The economy — or, more correctly, the economy as the lived experience of Australian households — has a way of re-inserting itself into political debate despite the best efforts of politicians.

The week began with an almost absurd emphasis on national security, with the Prime Minister parading in front of gas-masked soldiers and military gear to bolster his counter-terrorism credentials, then the following day expanded the Commonwealth’s most incompetent department into a new Home Affairs portfolio, to be led, of course, by Peter Dutton or, as some wag dubbed him in a stroke of pure genius, J. Edgar Tuber.

By yesterday, however, national security was being supplanted by matters economic, with Turnbull assailed on radio by 3AW’s Neil Mitchell about the possibility of interest rate rises, in an extraordinarily facile interview that seemed predicated on the idea that Turnbull was both controller of monetary policy and the nation’s chief financial adviser.

Today, Bill Shorten ratcheted up his language around inequality and interventionism, even flagging that Labor might look at possible cuts to hitherto politically unassailable tax concessions. For the party that bravely went after negative gearing, is the capital gains tax (CGT) exemption on the family home in its sights?

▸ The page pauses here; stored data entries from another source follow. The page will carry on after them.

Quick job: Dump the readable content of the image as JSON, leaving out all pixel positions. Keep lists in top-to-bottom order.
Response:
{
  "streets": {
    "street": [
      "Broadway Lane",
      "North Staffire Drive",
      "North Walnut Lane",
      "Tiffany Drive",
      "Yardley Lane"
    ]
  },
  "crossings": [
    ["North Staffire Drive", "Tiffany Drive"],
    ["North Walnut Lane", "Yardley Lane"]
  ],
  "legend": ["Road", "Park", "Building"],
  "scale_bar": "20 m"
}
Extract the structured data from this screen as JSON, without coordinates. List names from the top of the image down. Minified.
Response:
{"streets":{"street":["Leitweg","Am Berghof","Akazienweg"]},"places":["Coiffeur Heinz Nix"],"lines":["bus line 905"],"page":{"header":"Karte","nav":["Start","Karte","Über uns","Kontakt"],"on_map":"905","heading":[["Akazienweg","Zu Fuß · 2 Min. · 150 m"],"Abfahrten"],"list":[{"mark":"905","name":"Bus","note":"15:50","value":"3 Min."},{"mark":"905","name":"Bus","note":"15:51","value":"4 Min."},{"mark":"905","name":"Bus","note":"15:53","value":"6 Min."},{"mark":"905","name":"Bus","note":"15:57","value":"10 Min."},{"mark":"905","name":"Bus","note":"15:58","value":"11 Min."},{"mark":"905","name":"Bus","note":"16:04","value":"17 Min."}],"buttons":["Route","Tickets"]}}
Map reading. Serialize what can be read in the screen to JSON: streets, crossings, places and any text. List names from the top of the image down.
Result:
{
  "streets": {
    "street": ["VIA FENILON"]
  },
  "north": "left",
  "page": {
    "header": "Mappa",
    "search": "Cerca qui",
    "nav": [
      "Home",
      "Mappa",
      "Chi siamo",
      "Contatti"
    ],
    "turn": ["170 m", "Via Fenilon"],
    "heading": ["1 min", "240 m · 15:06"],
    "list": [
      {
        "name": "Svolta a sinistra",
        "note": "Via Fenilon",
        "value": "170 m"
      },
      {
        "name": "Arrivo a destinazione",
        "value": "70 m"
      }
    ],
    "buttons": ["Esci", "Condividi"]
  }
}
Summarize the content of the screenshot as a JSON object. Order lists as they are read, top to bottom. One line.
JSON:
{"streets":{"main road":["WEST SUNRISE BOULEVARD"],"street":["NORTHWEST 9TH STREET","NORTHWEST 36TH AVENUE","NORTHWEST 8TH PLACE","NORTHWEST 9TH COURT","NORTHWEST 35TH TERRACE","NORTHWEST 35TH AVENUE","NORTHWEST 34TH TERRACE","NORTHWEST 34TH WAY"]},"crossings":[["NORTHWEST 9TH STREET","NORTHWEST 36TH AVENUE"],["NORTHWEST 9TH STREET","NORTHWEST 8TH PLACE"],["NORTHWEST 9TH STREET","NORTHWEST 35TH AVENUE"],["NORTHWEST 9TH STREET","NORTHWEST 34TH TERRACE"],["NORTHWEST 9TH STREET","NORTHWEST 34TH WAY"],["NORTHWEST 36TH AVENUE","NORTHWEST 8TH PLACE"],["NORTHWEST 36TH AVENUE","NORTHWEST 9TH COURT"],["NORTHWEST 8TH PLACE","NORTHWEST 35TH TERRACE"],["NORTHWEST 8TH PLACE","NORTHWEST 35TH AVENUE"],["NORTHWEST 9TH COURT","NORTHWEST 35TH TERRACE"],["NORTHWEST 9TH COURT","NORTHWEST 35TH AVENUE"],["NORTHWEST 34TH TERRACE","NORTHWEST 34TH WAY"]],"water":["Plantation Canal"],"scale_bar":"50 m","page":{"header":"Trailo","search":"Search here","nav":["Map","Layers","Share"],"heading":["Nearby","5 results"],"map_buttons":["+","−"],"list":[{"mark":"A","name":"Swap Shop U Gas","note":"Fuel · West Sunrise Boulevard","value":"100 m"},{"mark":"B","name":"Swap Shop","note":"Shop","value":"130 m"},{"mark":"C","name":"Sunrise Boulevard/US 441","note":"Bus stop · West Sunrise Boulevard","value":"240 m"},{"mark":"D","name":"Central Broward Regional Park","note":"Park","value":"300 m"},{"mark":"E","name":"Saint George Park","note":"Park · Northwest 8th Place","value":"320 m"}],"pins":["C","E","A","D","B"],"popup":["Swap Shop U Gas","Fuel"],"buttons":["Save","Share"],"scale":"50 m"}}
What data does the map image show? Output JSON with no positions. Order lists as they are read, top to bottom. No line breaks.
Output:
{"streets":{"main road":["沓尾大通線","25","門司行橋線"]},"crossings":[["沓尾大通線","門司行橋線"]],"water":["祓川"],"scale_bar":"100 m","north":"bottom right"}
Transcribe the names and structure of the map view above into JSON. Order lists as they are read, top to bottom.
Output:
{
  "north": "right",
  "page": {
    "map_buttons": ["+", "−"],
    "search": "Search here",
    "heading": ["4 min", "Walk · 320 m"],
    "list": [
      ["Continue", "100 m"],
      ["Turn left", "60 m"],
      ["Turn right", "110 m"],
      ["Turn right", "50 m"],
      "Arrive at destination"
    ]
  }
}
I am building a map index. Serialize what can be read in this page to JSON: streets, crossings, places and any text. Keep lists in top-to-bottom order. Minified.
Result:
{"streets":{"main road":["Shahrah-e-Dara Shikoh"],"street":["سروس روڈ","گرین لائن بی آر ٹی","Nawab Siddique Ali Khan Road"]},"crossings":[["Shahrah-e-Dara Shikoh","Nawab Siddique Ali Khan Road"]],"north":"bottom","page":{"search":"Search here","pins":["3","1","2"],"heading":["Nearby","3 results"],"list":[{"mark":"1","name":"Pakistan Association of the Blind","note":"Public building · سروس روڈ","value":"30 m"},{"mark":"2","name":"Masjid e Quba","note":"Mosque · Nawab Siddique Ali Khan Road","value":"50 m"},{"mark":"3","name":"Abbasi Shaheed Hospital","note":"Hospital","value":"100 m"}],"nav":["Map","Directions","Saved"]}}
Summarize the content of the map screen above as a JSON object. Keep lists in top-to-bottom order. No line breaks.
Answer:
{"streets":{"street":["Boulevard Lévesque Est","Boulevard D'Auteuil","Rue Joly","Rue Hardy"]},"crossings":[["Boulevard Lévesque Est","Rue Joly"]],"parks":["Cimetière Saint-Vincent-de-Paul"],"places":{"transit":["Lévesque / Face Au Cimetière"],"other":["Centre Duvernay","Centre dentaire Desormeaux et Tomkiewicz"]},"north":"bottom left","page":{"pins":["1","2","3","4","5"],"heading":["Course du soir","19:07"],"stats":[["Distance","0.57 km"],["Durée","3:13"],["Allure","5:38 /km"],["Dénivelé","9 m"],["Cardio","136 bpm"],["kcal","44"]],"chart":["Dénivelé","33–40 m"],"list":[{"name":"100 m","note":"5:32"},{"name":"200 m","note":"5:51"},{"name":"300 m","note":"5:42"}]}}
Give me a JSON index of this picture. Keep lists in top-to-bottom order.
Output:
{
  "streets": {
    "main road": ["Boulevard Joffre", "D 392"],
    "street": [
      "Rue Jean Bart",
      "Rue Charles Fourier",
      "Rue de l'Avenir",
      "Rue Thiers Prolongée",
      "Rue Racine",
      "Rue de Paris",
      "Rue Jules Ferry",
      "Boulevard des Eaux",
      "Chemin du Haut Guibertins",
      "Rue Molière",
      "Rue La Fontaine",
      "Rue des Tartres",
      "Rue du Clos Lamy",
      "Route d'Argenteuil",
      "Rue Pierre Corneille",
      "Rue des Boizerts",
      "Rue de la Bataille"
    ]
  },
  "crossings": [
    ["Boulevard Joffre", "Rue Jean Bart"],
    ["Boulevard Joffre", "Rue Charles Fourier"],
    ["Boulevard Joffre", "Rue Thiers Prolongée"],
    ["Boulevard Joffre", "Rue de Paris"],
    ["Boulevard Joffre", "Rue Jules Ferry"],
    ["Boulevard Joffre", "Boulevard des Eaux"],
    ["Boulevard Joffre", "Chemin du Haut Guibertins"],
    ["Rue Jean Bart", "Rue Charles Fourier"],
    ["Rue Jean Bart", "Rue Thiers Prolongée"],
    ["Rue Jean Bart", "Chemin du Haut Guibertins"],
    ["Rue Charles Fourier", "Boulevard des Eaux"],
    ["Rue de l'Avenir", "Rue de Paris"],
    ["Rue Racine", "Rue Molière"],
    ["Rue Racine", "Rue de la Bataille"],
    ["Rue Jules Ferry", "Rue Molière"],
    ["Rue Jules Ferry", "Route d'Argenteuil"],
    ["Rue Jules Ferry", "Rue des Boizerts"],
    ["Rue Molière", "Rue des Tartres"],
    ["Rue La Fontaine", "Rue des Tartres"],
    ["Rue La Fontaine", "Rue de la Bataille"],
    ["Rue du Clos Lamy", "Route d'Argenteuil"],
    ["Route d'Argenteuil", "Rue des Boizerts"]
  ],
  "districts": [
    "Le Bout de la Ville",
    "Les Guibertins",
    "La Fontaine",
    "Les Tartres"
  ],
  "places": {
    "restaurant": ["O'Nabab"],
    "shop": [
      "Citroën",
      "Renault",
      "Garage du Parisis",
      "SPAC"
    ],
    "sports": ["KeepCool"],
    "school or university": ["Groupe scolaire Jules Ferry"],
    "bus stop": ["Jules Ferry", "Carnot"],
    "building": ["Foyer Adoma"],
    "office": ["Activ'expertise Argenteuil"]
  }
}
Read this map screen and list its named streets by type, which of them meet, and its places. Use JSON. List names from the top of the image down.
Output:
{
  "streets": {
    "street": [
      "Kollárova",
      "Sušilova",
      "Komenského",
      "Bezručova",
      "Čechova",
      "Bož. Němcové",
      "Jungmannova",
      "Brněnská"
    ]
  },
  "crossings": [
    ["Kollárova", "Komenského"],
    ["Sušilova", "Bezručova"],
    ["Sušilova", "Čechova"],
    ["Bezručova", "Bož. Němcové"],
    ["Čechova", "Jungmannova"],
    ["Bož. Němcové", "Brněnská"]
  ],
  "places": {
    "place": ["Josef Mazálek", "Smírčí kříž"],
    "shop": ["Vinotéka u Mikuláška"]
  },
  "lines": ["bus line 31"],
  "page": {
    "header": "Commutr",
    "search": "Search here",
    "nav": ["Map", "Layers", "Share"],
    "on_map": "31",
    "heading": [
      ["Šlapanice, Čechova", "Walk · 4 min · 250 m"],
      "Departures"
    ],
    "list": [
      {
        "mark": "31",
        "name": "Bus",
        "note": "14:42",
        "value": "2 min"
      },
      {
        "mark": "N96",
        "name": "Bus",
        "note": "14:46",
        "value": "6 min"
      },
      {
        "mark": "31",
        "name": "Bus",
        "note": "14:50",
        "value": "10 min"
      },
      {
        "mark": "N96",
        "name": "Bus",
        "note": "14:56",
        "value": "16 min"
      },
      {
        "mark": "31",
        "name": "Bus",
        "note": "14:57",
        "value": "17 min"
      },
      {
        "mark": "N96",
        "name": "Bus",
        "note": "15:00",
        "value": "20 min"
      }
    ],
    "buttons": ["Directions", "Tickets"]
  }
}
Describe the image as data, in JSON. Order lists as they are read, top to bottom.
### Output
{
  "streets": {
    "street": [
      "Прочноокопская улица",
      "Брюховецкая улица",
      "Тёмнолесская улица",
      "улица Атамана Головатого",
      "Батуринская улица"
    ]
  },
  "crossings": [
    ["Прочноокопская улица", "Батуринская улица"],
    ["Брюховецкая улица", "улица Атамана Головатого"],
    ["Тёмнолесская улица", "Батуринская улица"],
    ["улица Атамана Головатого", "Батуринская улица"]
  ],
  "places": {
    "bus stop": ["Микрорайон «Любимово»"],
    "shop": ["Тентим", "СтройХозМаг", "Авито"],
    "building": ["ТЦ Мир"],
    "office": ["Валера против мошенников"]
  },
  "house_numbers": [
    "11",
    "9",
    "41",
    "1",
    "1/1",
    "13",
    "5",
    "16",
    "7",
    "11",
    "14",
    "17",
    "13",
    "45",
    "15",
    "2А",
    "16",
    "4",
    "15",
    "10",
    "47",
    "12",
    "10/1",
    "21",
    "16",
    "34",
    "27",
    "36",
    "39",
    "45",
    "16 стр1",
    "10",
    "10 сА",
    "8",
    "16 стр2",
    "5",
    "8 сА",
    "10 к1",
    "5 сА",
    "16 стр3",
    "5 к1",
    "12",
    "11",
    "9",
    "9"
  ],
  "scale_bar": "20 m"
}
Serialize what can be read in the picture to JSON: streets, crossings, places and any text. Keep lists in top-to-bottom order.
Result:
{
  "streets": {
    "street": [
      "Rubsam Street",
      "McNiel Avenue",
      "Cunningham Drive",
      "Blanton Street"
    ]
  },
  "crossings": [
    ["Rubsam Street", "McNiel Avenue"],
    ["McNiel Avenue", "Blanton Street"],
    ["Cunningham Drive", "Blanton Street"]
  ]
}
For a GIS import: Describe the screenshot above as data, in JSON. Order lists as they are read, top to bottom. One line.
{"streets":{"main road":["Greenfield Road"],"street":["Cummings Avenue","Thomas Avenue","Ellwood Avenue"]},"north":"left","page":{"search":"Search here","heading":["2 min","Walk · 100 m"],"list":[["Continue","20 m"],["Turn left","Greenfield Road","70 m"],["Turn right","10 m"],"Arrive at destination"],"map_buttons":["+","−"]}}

In days of yore — say, up until two years ago — a political leader flagging that changes to some of the most sacrosanct Australian tax dodges were on the agenda simply wouldn’t happen. Or, if they did happen, they’d become the basis for a ferocious scare campaign by the other party. Labor changed that with its proposed negative gearing and CGT reforms. But the electorate has changed it as well. Aspiring to be in a position to take advantage of major rorts has been replaced with a deep-seated loathing of how high-income earners benefit from the system while ordinary households get dudded.

[The surprisingly quick death of neoliberalism in Australia is underway]

All of this relates to the central challenge across the West currently, of addressing this growing electoral antipathy to economic systems seen as benefiting the few, not the many, to use Jeremy Corbyn’s language. Even national security: the open borders and anti-tribalism promoted by neoliberal policies, under which each of us only has an economic value regardless of our nationality, religion, or skin colour, has induced a backlash that plays to the strengths of the right as well as the left. Who, after all, does the electorate trust to secure borders but conservatives? Who is trusted to ensure — in the mythology peddled by the likes of News Corp — that immigrants and refugees don’t start murdering us on the street? Conservatives.

This is the first stage, if you like, of the death of neoliberalism: the left responds with redistribution policies and interventionism, the right with tribalism and hardened borders. What’s missing in that mix is the response from neoliberals themselves, the remaining supporters of the economic dogma that has dominated since the start of the 1980s but which is now under attack on all fronts, their defences — wage stagnation is temporary, it’s technology, not free trade, destroying jobs — crumbling under the onslaught.

When neoliberalism surged into policymaking in the 1970s, there was little intellectual response from the left. Keynesianism was seen as failed (and the hard left regarded that as a sick indulgence of capitalism anyway), the Soviet Union was nearing the final stages of economic collapse, and a lot of intellectual effort on the left went into explaining why the Soviet Union wasn’t really a socialist state anyway. Indeed, progressive parties like Labor in Australia and Labour in New Zealand became the vehicles for market liberalisation, rather than defending interventionism against free market zealotry, sometimes outpacing even their conservative opponents.

Neoliberals now face a similar historical moment. Already, notionally free market, small government parties like the Liberals in Australia and the Tories in the UK are embracing greater interventionism and larger government. As with Labor/Labour in the 1980s, there’s diehard resistance from the fringes, but electoral reality is proving too powerful. What’s the neoliberal response? Bland assertion of more of the same won’t work — indeed, is actually harmful. Do any neoliberal advocates have the intellectual substance to craft a creative response to this crisis?